This is an article from Curious Kids, a new series for children. The Conversation is asking kids to send in questions they’d like an expert to answer. All questions are welcome – serious, weird or wacky!
If a huge huntsman spider is sucked into a vacuum cleaner, can it crawl out later? I really, really need to know. – Lucy, age 8, Ivanhoe.
Editor’s note: for such an important question, we consulted two experts – a vacuum cleaner design expert and a spider expert.
Simon Lockrey, industrial design research fellow and former vacuum cleaner design engineer: It certainly could, depending on the vacuum cleaner.
If there is a clear way out, the huntsman could make its escape when the vacuum is turned off. That’s assuming the spider survived being sucked up, that there were surfaces it could stick to, and there were gaps big enough to squeeze through.
However, sometimes escape is not possible. This is because some vacuum cleaners have internal “doors” that only open on the way in, and not the way out. Think of a trap door that only opens one way! We had those in some of the vacuums I helped to design.
Not all vacuums have this feature. It is mainly for machines that have short openings and get tipped up a lot, such as hand-held vacuums.

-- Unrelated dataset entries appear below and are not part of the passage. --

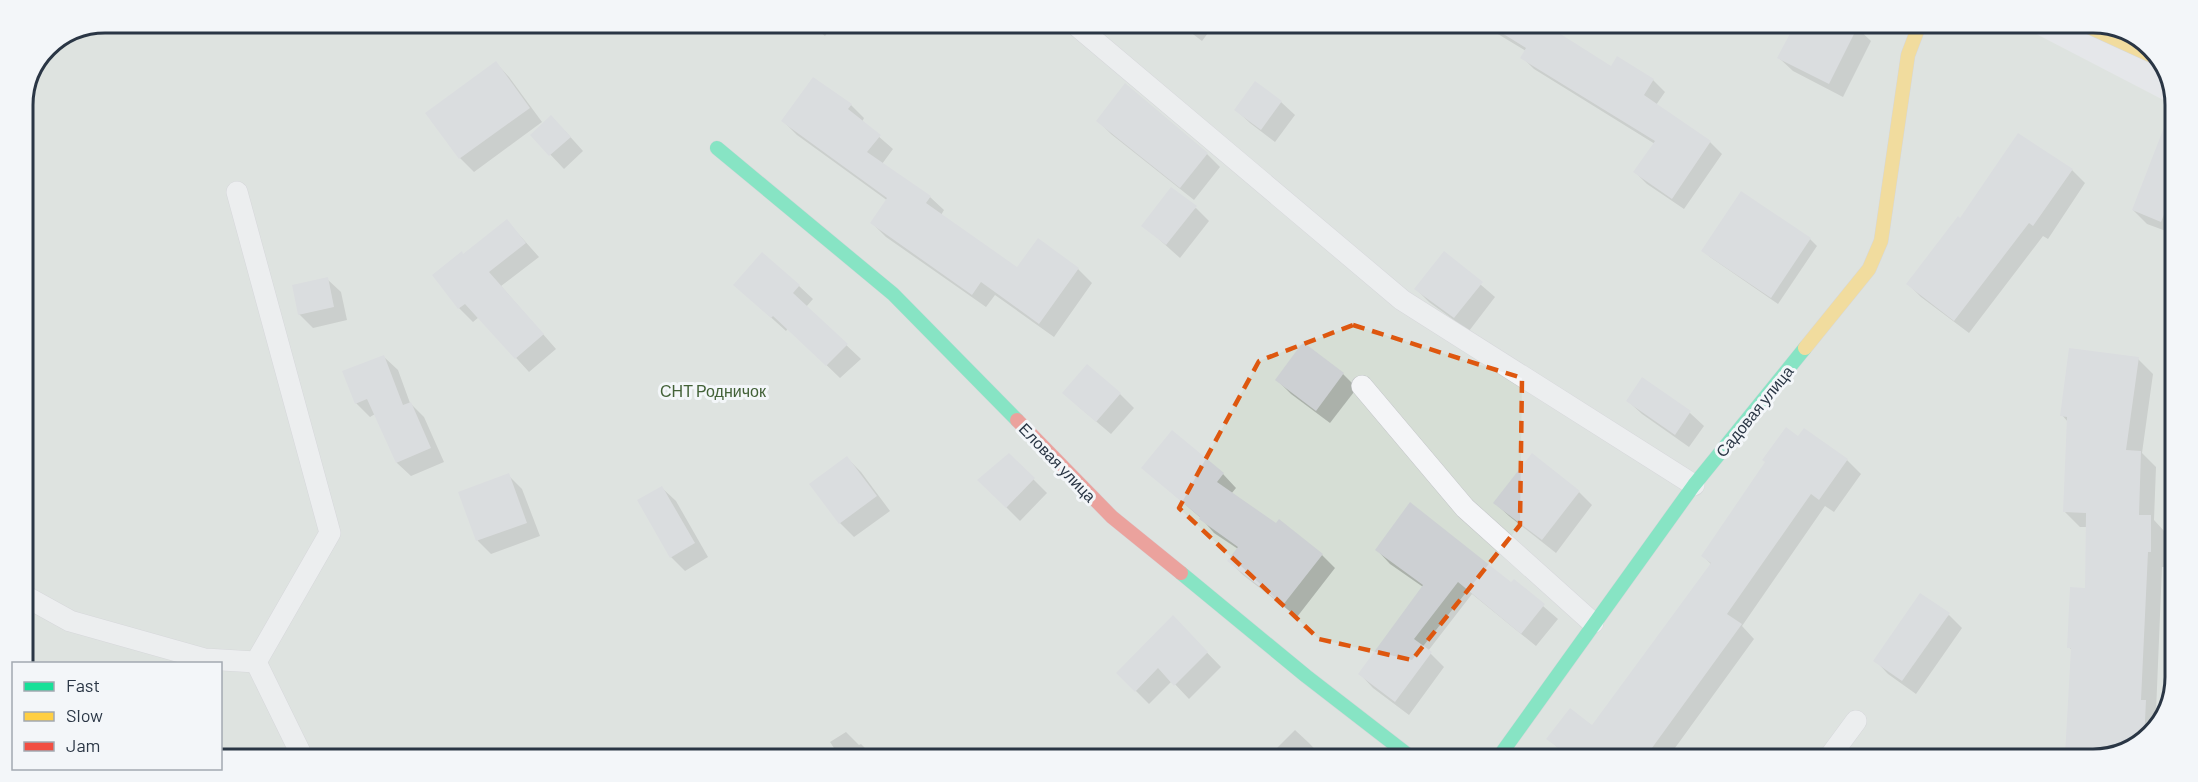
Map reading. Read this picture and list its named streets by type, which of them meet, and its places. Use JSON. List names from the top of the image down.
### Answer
{
  "streets": {
    "street": ["Садовая улица", "Еловая улица"]
  },
  "parks": ["СНТ Родничок"],
  "legend": ["Fast", "Slow", "Jam"]
}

So without that one-way door, a spider may have a chance to escape.
But the big question is whether a spider would even survive being sucked into a vacuum cleaner at all. Put it this way: when a spider enters a high-speed cyclonic machine, it may be travelling super quick. Speeds vary depending on the model. However, there are new digital motors that can rotate five times quicker than a Formula 1 engine – that’s 120,000 revolutions per minute!
Probably a spider’s best bet would be to lay low until the vacuum cleaner is emptied, and then make a getaway from the bin it is emptied into.

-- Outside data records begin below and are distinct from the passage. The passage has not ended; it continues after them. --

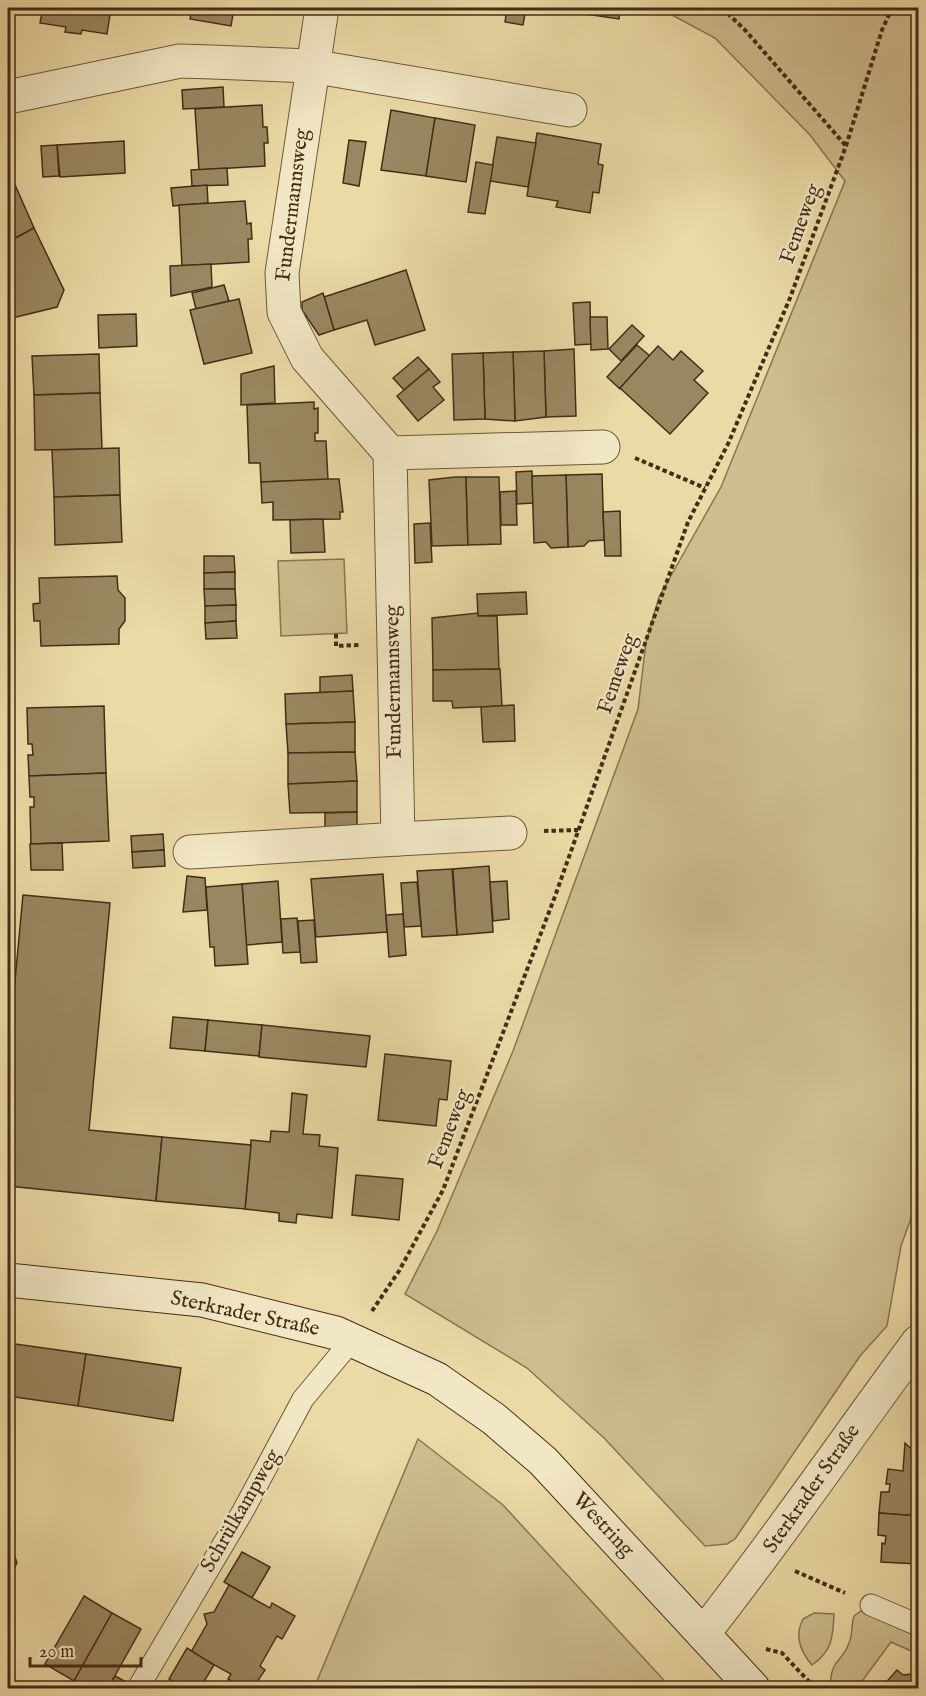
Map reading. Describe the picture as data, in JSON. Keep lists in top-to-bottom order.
{
  "streets": {
    "street": ["Fundermannsweg", "Sterkrader Straße", "Westring"],
    "lane": ["Schrülkampweg"],
    "path": ["Femeweg"]
  },
  "crossings": [
    ["Femeweg", "Sterkrader Straße"],
    ["Femeweg", "Schrülkampweg"],
    ["Sterkrader Straße", "Schrülkampweg"],
    ["Sterkrader Straße", "Westring"]
  ],
  "scale_bar": "20 m"
}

Maggie Hardy, spider expert: When a spider is sucked up by a vacuum cleaner, it first needs to avoid being killed by the low pressure that sucks air and dirt into the vacuum. And second, the spider will have to heal from any damage (scratches, or even lost legs) caused by travelling through the brushes, hoses and chambers inside the vacuum cleaner.
We know spiders can survive in low pressure (like you find in a vacuum) and in low gravity, thanks to some research carried out in space by NASA.
The very first spiders in space were sent for an experiment designed by an American high school student named Judith Miles, in 1973. She wanted to find out how the “spidernauts” would respond to weightlessness in low gravity, because spiders on Earth use both wind and gravity to properly construct their webs. Two more spidernaut experiments were conducted on the International Space Station in 2008 and 2009, and you can compare the results you get on Earth with what the astronauts found in space.
The most recent study, in 2011, found that with some practice spidernauts build webs that are very similar to the ones spiders build on Earth.
Spiders have an exoskeleton (their skeleton is on the outside of their body). Spider movement depends on them being able to inflate and deflate their legs, so if they lose a leg sometimes there isn’t enough pressure for them to move their legs. If a spider loses one or more of its legs it will usually regrow them in the next moult (the next time they shed their exoskeleton).
Spiders are a delightful and important part of the natural world, and if they are in your house they are generally lost.
You can build your own spider hospital, in case you do find an injured spider in or around your home. Of course, first you should check with an adult or an expert to make sure the spider isn’t dangerous, and never pick up a spider with your hands – have an adult use a large piece of cardboard, or a plastic container.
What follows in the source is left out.